Assigned task >>
Show every line in the records below that contains the word "Villa".

Extracted data >>
--

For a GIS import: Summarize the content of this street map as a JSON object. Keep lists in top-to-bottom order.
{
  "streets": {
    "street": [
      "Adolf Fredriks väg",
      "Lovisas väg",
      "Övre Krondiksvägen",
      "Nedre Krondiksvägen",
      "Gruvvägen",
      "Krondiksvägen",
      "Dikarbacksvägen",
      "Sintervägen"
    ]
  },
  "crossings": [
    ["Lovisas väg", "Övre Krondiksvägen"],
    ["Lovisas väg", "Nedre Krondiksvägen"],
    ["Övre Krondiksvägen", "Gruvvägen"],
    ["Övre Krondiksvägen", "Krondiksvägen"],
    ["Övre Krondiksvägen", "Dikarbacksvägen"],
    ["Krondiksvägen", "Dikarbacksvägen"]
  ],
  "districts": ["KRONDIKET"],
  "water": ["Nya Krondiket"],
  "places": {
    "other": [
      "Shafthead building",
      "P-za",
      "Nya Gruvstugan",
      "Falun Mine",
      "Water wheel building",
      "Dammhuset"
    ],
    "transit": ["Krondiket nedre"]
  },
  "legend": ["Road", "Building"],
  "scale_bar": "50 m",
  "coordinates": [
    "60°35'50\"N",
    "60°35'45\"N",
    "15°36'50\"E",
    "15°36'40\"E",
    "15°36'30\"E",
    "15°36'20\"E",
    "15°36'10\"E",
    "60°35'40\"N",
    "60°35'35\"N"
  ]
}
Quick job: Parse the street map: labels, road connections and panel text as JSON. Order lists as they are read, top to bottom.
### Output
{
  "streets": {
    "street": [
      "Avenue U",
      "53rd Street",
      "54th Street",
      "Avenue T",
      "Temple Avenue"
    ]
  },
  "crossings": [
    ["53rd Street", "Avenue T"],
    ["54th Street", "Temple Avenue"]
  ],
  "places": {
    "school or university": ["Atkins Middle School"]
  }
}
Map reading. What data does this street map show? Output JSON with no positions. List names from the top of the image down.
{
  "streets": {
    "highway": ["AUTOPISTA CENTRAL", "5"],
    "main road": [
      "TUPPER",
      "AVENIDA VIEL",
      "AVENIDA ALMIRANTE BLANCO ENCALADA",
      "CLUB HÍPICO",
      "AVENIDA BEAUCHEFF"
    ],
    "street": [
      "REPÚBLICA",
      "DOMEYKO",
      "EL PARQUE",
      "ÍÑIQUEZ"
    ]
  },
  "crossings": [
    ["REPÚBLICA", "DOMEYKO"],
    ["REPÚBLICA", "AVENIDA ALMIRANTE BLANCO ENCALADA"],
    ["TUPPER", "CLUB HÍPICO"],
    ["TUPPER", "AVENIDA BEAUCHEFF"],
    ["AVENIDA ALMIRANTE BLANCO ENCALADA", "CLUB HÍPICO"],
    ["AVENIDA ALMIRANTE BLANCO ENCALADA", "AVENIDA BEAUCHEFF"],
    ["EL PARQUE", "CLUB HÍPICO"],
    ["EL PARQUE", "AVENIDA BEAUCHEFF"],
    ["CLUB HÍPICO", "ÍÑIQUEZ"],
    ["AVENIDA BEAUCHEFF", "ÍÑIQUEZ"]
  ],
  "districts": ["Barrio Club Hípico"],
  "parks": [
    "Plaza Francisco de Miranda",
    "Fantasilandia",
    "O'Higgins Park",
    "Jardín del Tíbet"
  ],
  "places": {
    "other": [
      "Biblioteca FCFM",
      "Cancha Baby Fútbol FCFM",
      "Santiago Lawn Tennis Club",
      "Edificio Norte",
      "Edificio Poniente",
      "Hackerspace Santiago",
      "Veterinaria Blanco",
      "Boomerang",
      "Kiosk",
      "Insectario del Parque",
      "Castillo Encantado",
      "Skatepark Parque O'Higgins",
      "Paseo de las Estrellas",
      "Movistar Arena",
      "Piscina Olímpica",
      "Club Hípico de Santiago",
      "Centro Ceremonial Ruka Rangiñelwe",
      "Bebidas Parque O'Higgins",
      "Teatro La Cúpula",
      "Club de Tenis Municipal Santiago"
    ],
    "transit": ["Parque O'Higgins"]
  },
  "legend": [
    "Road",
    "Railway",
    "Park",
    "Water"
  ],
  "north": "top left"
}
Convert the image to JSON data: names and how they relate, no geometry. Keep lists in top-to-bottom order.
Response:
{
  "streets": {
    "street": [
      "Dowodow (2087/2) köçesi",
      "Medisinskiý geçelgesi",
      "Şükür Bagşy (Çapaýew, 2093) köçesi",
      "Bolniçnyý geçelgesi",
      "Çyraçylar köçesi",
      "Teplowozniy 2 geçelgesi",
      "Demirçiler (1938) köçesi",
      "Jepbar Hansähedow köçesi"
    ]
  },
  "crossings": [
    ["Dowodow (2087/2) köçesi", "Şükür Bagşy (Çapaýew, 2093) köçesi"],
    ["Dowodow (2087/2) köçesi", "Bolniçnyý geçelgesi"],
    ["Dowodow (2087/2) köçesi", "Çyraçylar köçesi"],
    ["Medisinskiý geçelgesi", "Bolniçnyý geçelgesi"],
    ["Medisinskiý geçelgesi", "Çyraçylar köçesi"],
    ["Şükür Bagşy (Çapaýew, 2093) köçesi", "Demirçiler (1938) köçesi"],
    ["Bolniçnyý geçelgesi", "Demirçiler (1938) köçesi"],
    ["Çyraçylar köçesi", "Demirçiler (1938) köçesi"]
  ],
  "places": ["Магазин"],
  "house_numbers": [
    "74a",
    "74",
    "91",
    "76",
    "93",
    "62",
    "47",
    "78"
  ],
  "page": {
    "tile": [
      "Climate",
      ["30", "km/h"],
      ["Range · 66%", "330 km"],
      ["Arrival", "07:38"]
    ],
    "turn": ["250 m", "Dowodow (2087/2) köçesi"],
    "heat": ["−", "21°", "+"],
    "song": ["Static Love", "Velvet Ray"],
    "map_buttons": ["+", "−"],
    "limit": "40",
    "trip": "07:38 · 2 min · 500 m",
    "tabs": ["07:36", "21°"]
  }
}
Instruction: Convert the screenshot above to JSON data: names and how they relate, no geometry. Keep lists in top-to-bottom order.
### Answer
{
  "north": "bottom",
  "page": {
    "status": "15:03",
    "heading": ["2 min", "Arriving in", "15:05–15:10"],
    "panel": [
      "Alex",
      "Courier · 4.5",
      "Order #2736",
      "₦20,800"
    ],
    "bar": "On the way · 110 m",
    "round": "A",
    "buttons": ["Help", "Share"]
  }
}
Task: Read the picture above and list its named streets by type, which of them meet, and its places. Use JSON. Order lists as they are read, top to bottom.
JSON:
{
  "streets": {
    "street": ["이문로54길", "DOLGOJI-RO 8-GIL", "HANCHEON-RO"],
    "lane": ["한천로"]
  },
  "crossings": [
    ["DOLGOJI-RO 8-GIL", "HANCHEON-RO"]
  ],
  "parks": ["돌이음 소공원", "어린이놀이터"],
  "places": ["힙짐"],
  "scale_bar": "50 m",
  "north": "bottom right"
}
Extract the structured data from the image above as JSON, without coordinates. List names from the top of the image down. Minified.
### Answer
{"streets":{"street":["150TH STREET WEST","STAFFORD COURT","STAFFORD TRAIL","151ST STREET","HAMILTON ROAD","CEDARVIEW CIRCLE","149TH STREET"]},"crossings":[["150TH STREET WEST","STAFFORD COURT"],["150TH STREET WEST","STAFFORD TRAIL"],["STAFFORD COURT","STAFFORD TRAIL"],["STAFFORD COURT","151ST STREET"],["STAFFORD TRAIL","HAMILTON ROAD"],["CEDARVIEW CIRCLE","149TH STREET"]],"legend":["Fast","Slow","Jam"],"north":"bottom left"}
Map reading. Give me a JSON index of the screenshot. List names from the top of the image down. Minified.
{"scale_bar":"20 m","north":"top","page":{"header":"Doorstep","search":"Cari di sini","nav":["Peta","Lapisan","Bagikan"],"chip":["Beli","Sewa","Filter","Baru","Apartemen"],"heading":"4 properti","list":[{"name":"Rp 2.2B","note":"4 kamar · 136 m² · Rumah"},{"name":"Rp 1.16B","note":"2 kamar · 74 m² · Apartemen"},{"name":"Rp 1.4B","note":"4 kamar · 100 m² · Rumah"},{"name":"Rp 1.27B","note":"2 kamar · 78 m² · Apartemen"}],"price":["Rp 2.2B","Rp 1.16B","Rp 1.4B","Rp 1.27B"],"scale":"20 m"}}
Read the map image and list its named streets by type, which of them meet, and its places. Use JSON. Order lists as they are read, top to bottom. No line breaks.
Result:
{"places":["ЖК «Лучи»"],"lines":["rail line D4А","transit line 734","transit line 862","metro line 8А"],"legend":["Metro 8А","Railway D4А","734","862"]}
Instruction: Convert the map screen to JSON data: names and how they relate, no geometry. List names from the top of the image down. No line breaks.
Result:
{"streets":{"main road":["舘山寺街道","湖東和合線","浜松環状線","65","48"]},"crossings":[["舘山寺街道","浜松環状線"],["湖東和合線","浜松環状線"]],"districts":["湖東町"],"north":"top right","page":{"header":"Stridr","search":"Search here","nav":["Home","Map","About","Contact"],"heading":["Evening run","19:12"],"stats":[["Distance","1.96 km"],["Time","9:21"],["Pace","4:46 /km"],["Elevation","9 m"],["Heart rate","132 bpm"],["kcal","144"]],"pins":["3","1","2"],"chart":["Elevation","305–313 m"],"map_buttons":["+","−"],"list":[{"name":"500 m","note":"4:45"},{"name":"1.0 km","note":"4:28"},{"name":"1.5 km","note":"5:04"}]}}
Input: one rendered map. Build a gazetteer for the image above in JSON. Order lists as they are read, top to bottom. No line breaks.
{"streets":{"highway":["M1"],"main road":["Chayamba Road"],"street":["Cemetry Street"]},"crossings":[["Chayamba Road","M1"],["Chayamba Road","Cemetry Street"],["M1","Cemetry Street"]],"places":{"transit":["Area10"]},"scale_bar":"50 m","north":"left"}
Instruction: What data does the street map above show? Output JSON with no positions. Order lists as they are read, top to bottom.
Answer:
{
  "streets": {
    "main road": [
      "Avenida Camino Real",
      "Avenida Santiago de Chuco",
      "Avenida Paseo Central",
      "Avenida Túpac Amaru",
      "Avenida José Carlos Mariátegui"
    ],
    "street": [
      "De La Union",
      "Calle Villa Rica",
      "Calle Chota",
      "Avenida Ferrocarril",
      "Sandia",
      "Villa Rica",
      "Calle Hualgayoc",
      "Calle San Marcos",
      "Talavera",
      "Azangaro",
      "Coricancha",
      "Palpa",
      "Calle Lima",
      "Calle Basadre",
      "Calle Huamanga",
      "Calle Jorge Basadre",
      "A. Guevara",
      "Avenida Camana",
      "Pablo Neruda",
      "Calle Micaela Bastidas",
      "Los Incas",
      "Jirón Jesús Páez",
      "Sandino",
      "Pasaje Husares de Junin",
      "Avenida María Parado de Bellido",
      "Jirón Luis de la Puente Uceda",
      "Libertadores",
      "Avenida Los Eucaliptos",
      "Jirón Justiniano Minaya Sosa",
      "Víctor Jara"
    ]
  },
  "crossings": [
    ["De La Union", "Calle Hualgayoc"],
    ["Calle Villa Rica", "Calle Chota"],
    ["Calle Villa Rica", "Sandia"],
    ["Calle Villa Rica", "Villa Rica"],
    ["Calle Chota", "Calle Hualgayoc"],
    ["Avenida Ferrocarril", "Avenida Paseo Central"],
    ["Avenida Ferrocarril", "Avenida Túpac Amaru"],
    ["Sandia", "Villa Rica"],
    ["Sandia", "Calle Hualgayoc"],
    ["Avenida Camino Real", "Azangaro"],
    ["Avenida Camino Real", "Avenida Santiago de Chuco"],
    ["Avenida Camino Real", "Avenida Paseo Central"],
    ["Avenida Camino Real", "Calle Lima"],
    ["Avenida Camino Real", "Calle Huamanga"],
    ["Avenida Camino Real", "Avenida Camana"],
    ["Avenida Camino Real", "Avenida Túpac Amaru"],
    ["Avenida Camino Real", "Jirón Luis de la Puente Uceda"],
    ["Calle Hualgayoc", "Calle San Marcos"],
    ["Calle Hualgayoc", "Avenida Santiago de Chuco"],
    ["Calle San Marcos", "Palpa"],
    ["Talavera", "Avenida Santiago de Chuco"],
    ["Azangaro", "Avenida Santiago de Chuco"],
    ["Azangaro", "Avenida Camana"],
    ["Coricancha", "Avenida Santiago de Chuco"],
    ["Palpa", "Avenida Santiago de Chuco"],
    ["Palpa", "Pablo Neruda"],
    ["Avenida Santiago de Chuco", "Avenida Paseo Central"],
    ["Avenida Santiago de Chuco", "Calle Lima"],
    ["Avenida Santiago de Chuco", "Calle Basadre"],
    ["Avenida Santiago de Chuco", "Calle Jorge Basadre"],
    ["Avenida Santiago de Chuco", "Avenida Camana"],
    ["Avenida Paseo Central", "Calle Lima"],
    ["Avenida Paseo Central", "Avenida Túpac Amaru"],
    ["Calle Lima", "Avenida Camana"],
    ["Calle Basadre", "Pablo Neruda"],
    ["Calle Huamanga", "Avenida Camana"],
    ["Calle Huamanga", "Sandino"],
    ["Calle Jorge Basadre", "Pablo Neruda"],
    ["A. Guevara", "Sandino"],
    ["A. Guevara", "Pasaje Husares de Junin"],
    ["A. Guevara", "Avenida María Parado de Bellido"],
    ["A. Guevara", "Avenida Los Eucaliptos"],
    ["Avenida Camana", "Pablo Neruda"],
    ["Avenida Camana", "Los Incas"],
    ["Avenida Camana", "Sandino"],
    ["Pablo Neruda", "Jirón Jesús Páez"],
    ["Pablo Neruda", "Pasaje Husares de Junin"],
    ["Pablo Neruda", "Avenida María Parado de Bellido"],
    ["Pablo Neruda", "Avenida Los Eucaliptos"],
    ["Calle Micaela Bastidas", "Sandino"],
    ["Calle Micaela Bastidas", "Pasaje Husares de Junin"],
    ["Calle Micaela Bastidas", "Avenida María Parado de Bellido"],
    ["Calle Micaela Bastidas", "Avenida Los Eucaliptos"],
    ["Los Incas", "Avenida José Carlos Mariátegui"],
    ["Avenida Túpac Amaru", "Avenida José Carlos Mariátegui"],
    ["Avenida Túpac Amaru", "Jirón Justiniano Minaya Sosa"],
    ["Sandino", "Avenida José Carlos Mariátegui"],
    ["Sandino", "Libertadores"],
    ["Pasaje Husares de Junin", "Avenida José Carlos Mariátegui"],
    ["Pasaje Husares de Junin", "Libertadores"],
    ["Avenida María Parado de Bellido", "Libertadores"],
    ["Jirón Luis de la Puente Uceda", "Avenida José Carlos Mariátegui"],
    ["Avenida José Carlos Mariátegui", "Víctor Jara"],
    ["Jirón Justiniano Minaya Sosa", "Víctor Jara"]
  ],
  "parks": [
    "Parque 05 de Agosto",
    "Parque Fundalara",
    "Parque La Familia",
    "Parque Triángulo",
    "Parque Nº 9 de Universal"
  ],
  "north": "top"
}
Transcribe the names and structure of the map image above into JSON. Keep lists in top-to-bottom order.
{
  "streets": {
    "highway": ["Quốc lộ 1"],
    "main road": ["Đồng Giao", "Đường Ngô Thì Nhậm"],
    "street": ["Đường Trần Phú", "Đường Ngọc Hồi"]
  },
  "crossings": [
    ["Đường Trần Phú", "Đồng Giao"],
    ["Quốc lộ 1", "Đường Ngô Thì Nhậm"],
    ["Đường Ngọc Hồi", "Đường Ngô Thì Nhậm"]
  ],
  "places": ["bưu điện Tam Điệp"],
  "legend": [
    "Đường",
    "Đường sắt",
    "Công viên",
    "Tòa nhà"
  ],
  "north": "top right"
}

--

Exercise result >>
      "Calle Villa Rica",
      "Villa Rica",
    ["Calle Villa Rica", "Calle Chota"],
    ["Calle Villa Rica", "Sandia"],
    ["Calle Villa Rica", "Villa Rica"],
    ["Sandia", "Villa Rica"],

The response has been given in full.